Select the + button in the field labeled TRANDATA Information. A window labeled Trandata will slide open. Enter either a single table name in the Table Name field or a wildcard for all tables. We’ll be using a wildcard.

Add trandata
Image 6. Add Trandata

Select the Submit button to execute. Open the Notifications window to see execution status. In the Trandata Information window, you can verify all tables have been enabled by doing a search. In the Search for Table field, enter dbo.* and select the magnifying glass.

Trandata search results
Image 7. Trandata search results

Querying the database, we see new tables have been created which show Microsoft CDC Replication for Oracle GoldenGate has been enabled in the database. To learn more about CDC Supplemental Logging refer to the Oracle GoldenGate documentation.

Here’s the query we used:

USE tpcc;
go

SELECT cast(s.name as varchar(10)) AS SchemaName,
       cast(t.name as varchar(15)) AS TableName,
       cast(SUM(p.rows) as varchar(10)) AS TableRowCount
FROM sys.schemas AS s
JOIN sys.tables AS t ON t.schema_id = s.schema_id
JOIN sys.partitions AS p ON p.object_id = t.object_id
WHERE s.name != 'dbo' GROUP BY s.name, t.name ORDER BY SchemaName, TableName;
go

Image 8 presents the query results.

MSS CDC Replication enabled database
Image 8. Database with CDC Replication enabled

Enable Microsoft Snapshot Isolation

Oracle GoldenGate Precise Instantiation utilizes the Snaphot Isolation function of the Microsoft SQL Server Database. Per the Microsoft database documentation, when snapshot isolation is enabled:

“A unique transaction sequence number identifies each transaction, and these unique numbers are recorded for each row version. The transaction works with the most recent row versions having a sequence number before the sequence number of the transaction. Newer row versions created after the transaction has begun are ignored by the transaction.

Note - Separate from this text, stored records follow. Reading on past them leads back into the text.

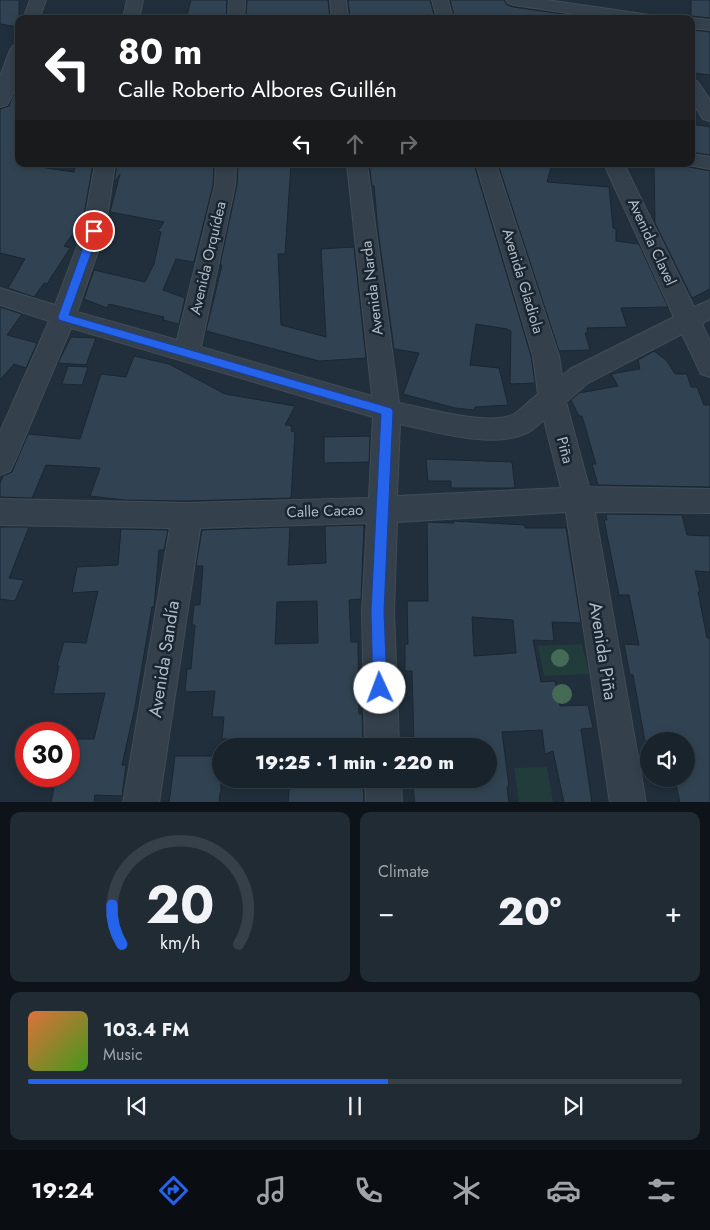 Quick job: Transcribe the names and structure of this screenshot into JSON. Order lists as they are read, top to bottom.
{
  "streets": {
    "street": [
      "Avenida Clavel",
      "Avenida Orquídea",
      "Avenida Gladiola",
      "Avenida Narda",
      "Piña",
      "Calle Cacao",
      "Avenida Piña",
      "Avenida Sandía"
    ]
  },
  "crossings": [
    ["Avenida Gladiola", "Piña"],
    ["Avenida Narda", "Calle Cacao"],
    ["Piña", "Calle Cacao"],
    ["Piña", "Avenida Piña"],
    ["Calle Cacao", "Avenida Piña"],
    ["Calle Cacao", "Avenida Sandía"]
  ],
  "page": {
    "turn": ["80 m", "Calle Roberto Albores Guillén"],
    "limit": "30",
    "trip": "19:25 · 1 min · 220 m",
    "tile": "Climate",
    "heat": ["−", "20°", "+"],
    "song": ["103.4 FM", "Music"],
    "tabs": "19:24",
    "gauge": ["20", "km/h"]
  }
}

The term “snapshot” reflects the fact that all queries in the transaction see the same version, or snapshot, of the database, based on the state of the database at the moment in time when the transaction begins. No locks are acquired on the underlying data rows or data pages in a snapshot transaction, which permits other transactions to execute without being blocked by a prior uncompleted transaction. Transactions that modify data do not block transactions that read data, and transactions that read data do not block transactions that write data, as they normally would under the default READ COMMITTED isolation level in SQL Server.”

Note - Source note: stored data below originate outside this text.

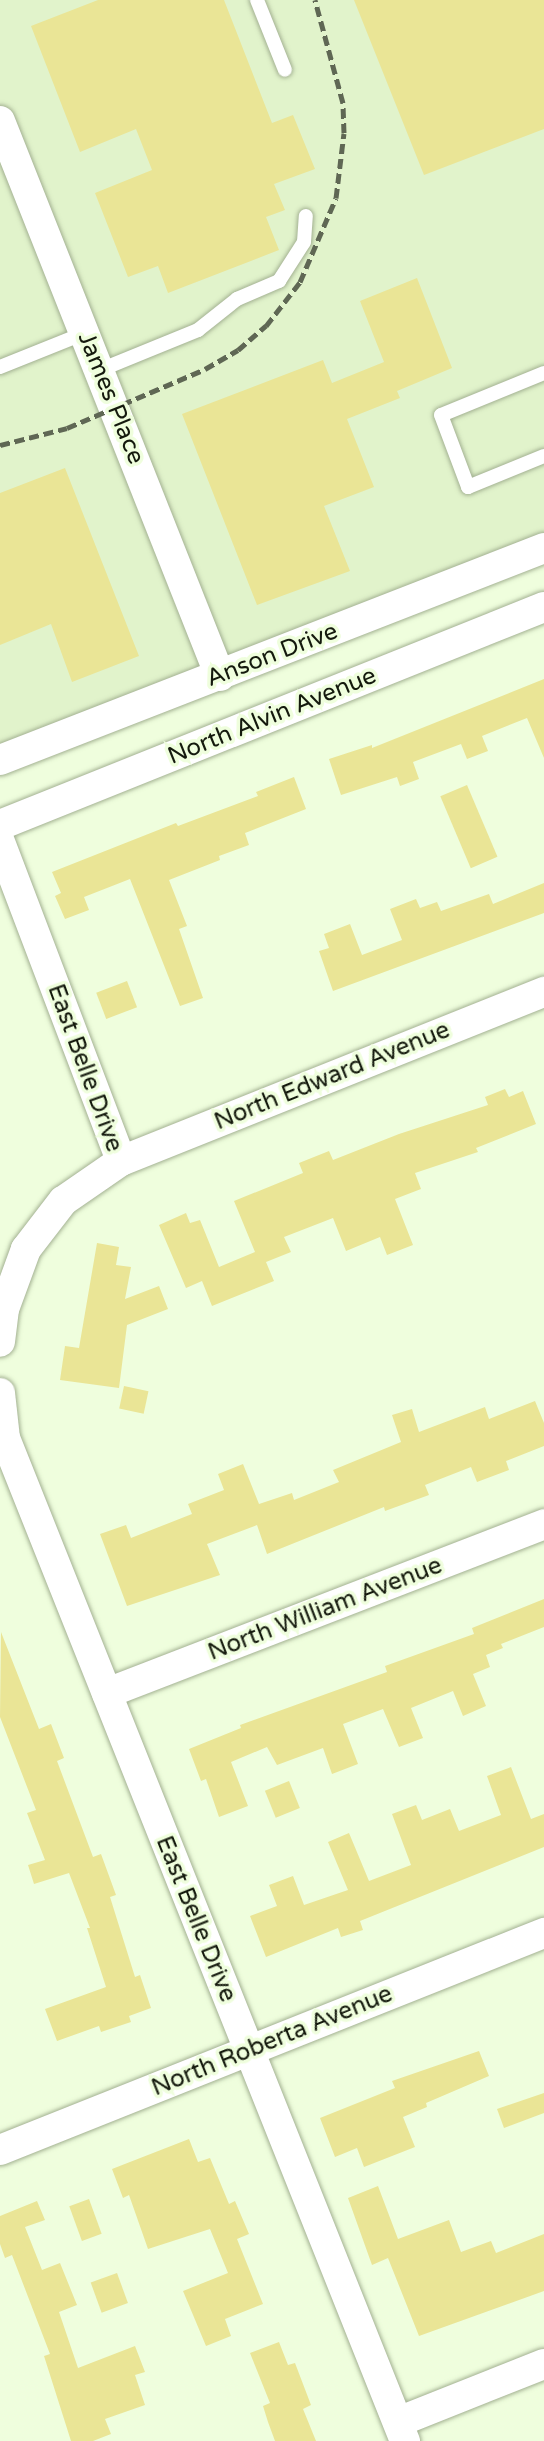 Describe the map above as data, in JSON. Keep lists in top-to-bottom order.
{
  "streets": {
    "street": [
      "James Place",
      "Anson Drive",
      "North Alvin Avenue",
      "East Belle Drive",
      "North Edward Avenue",
      "North William Avenue",
      "North Roberta Avenue"
    ]
  },
  "crossings": [
    ["James Place", "Anson Drive"],
    ["East Belle Drive", "North Edward Avenue"],
    ["East Belle Drive", "North William Avenue"],
    ["East Belle Drive", "North Roberta Avenue"]
  ]
}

To check if snapshot isolation is enabled in the database, we’ll execute the query: 

SELECT SNAPSHOT_ISOLATION_STATE_DESC FROM SYS.DATABASES WHERE NAME=’tpcc’;

SQL Server snapshot isolation status
Image 9. Snapshot Isolation status

To enable snapshot isolation in the database, we’ll execute the query:

ALTER DATABASE tpcc SET ALLOW_SNAPSHOT_ISOLATION ON;

Enable snapshot isolation
Image 10. Snapshot Isolation enabled

GoldenGate Microservices Purge Task

Data that is required by Extract to reconstruct transactions are stored in a series of SQL Server CDC system tables, along with Oracle GoldenGate objects that are used to track operation ordering within a transaction. These tables require routine purging to reduce data storage within the database. As part of enabling supplemental logging using TRANDATA, Microsoft SQL Server creates a Change Data Capture Cleanup job, however this job is unaware that an Oracle GoldenGate Extract may still require data from these CDC system tables and can remove that data before the Extract has a chance to capture it.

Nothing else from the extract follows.